● **Task goal**
Without skipping anything, transcribe the listing that follows.

● **Input data**

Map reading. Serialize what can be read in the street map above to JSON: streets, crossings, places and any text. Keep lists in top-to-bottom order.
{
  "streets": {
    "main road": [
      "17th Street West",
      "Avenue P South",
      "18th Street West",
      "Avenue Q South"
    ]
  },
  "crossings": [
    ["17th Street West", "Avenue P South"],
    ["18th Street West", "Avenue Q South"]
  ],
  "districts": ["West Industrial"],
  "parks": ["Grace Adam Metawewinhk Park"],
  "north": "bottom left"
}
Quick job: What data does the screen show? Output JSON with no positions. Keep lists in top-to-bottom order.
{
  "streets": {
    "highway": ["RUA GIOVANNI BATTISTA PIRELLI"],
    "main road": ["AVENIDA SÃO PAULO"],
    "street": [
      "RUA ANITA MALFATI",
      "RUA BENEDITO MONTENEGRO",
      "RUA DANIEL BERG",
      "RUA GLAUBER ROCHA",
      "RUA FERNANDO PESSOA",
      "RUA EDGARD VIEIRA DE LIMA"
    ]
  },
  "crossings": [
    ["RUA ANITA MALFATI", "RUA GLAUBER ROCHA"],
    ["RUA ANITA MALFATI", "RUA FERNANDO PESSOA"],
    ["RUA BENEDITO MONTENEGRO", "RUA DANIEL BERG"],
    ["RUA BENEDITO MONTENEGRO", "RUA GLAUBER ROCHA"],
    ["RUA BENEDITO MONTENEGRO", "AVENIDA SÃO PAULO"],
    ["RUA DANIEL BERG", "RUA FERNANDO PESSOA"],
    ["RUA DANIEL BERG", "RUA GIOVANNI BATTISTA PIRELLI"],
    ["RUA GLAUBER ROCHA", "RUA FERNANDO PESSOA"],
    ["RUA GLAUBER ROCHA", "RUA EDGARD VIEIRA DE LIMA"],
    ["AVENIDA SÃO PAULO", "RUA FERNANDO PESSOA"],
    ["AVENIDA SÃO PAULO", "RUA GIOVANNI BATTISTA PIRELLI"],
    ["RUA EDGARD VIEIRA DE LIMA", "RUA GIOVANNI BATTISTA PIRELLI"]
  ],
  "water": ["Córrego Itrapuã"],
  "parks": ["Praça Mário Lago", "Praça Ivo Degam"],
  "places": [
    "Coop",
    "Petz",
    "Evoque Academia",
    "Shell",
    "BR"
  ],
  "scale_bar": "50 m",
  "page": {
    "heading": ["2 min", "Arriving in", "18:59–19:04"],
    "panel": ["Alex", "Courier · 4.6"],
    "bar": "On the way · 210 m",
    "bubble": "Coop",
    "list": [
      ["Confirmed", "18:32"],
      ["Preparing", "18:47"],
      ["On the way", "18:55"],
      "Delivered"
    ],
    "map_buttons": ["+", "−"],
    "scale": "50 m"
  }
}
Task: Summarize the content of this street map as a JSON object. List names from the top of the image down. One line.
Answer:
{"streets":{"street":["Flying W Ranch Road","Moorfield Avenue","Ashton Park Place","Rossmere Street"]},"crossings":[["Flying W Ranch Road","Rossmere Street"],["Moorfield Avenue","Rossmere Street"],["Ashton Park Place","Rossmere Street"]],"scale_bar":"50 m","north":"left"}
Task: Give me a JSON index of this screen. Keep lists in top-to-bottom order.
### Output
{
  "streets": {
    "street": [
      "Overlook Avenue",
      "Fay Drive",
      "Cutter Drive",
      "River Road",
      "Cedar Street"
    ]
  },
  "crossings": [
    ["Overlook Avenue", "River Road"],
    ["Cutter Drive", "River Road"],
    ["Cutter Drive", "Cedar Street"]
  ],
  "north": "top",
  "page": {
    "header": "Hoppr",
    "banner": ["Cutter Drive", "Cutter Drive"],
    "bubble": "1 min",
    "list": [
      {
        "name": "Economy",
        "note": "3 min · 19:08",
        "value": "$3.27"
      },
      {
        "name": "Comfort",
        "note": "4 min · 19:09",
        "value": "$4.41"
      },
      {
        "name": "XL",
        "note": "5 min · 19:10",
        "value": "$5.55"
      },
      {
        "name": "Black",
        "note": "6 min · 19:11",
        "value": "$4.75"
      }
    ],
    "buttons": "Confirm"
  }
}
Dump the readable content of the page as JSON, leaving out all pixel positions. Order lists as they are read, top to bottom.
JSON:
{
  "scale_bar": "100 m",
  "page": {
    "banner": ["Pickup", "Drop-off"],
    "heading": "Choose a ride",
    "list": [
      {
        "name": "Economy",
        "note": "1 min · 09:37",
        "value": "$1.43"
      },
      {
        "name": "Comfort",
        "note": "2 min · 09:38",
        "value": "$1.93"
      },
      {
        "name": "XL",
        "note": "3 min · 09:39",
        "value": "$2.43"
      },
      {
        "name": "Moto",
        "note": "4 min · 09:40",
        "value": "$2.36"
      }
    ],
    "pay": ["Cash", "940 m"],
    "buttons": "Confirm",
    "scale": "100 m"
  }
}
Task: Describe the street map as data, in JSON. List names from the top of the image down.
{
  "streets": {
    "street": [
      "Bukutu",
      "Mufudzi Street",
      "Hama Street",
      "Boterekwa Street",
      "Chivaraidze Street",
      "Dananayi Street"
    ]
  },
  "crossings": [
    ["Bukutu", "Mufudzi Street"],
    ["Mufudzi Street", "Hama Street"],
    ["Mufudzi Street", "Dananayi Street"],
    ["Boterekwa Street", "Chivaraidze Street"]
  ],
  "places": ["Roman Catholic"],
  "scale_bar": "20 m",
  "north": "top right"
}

● **Result of this exercise**
Map reading. Serialize what can be read in the street map above to JSON: streets, crossings, places and any text. Keep lists in top-to-bottom order.
{
  "streets": {
    "main road": [
      "17th Street West",
      "Avenue P South",
      "18th Street West",
      "Avenue Q South"
    ]
  },
  "crossings": [
    ["17th Street West", "Avenue P South"],
    ["18th Street West", "Avenue Q South"]
  ],
  "districts": ["West Industrial"],
  "parks": ["Grace Adam Metawewinhk Park"],
  "north": "bottom left"
}
Quick job: What data does the screen show? Output JSON with no positions. Keep lists in top-to-bottom order.
{
  "streets": {
    "highway": ["RUA GIOVANNI BATTISTA PIRELLI"],
    "main road": ["AVENIDA SÃO PAULO"],
    "street": [
      "RUA ANITA MALFATI",
      "RUA BENEDITO MONTENEGRO",
      "RUA DANIEL BERG",
      "RUA GLAUBER ROCHA",
      "RUA FERNANDO PESSOA",
      "RUA EDGARD VIEIRA DE LIMA"
    ]
  },
  "crossings": [
    ["RUA ANITA MALFATI", "RUA GLAUBER ROCHA"],
    ["RUA ANITA MALFATI", "RUA FERNANDO PESSOA"],
    ["RUA BENEDITO MONTENEGRO", "RUA DANIEL BERG"],
    ["RUA BENEDITO MONTENEGRO", "RUA GLAUBER ROCHA"],
    ["RUA BENEDITO MONTENEGRO", "AVENIDA SÃO PAULO"],
    ["RUA DANIEL BERG", "RUA FERNANDO PESSOA"],
    ["RUA DANIEL BERG", "RUA GIOVANNI BATTISTA PIRELLI"],
    ["RUA GLAUBER ROCHA", "RUA FERNANDO PESSOA"],
    ["RUA GLAUBER ROCHA", "RUA EDGARD VIEIRA DE LIMA"],
    ["AVENIDA SÃO PAULO", "RUA FERNANDO PESSOA"],
    ["AVENIDA SÃO PAULO", "RUA GIOVANNI BATTISTA PIRELLI"],
    ["RUA EDGARD VIEIRA DE LIMA", "RUA GIOVANNI BATTISTA PIRELLI"]
  ],
  "water": ["Córrego Itrapuã"],
  "parks": ["Praça Mário Lago", "Praça Ivo Degam"],
  "places": [
    "Coop",
    "Petz",
    "Evoque Academia",
    "Shell",
    "BR"
  ],
  "scale_bar": "50 m",
  "page": {
    "heading": ["2 min", "Arriving in", "18:59–19:04"],
    "panel": ["Alex", "Courier · 4.6"],
    "bar": "On the way · 210 m",
    "bubble": "Coop",
    "list": [
      ["Confirmed", "18:32"],
      ["Preparing", "18:47"],
      ["On the way", "18:55"],
      "Delivered"
    ],
    "map_buttons": ["+", "−"],
    "scale": "50 m"
  }
}
Task: Summarize the content of this street map as a JSON object. List names from the top of the image down. One line.
Answer:
{"streets":{"street":["Flying W Ranch Road","Moorfield Avenue","Ashton Park Place","Rossmere Street"]},"crossings":[["Flying W Ranch Road","Rossmere Street"],["Moorfield Avenue","Rossmere Street"],["Ashton Park Place","Rossmere Street"]],"scale_bar":"50 m","north":"left"}
Task: Give me a JSON index of this screen. Keep lists in top-to-bottom order.
### Output
{
  "streets": {
    "street": [
      "Overlook Avenue",
      "Fay Drive",
      "Cutter Drive",
      "River Road",
      "Cedar Street"
    ]
  },
  "crossings": [
    ["Overlook Avenue", "River Road"],
    ["Cutter Drive", "River Road"],
    ["Cutter Drive", "Cedar Street"]
  ],
  "north": "top",
  "page": {
    "header": "Hoppr",
    "banner": ["Cutter Drive", "Cutter Drive"],
    "bubble": "1 min",
    "list": [
      {
        "name": "Economy",
        "note": "3 min · 19:08",
        "value": "$3.27"
      },
      {
        "name": "Comfort",
        "note": "4 min · 19:09",
        "value": "$4.41"
      },
      {
        "name": "XL",
        "note": "5 min · 19:10",
        "value": "$5.55"
      },
      {
        "name": "Black",
        "note": "6 min · 19:11",
        "value": "$4.75"
      }
    ],
    "buttons": "Confirm"
  }
}
Dump the readable content of the page as JSON, leaving out all pixel positions. Order lists as they are read, top to bottom.
JSON:
{
  "scale_bar": "100 m",
  "page": {
    "banner": ["Pickup", "Drop-off"],
    "heading": "Choose a ride",
    "list": [
      {
        "name": "Economy",
        "note": "1 min · 09:37",
        "value": "$1.43"
      },
      {
        "name": "Comfort",
        "note": "2 min · 09:38",
        "value": "$1.93"
      },
      {
        "name": "XL",
        "note": "3 min · 09:39",
        "value": "$2.43"
      },
      {
        "name": "Moto",
        "note": "4 min · 09:40",
        "value": "$2.36"
      }
    ],
    "pay": ["Cash", "940 m"],
    "buttons": "Confirm",
    "scale": "100 m"
  }
}
Task: Describe the street map as data, in JSON. List names from the top of the image down.
{
  "streets": {
    "street": [
      "Bukutu",
      "Mufudzi Street",
      "Hama Street",
      "Boterekwa Street",
      "Chivaraidze Street",
      "Dananayi Street"
    ]
  },
  "crossings": [
    ["Bukutu", "Mufudzi Street"],
    ["Mufudzi Street", "Hama Street"],
    ["Mufudzi Street", "Dananayi Street"],
    ["Boterekwa Street", "Chivaraidze Street"]
  ],
  "places": ["Roman Catholic"],
  "scale_bar": "20 m",
  "north": "top right"
}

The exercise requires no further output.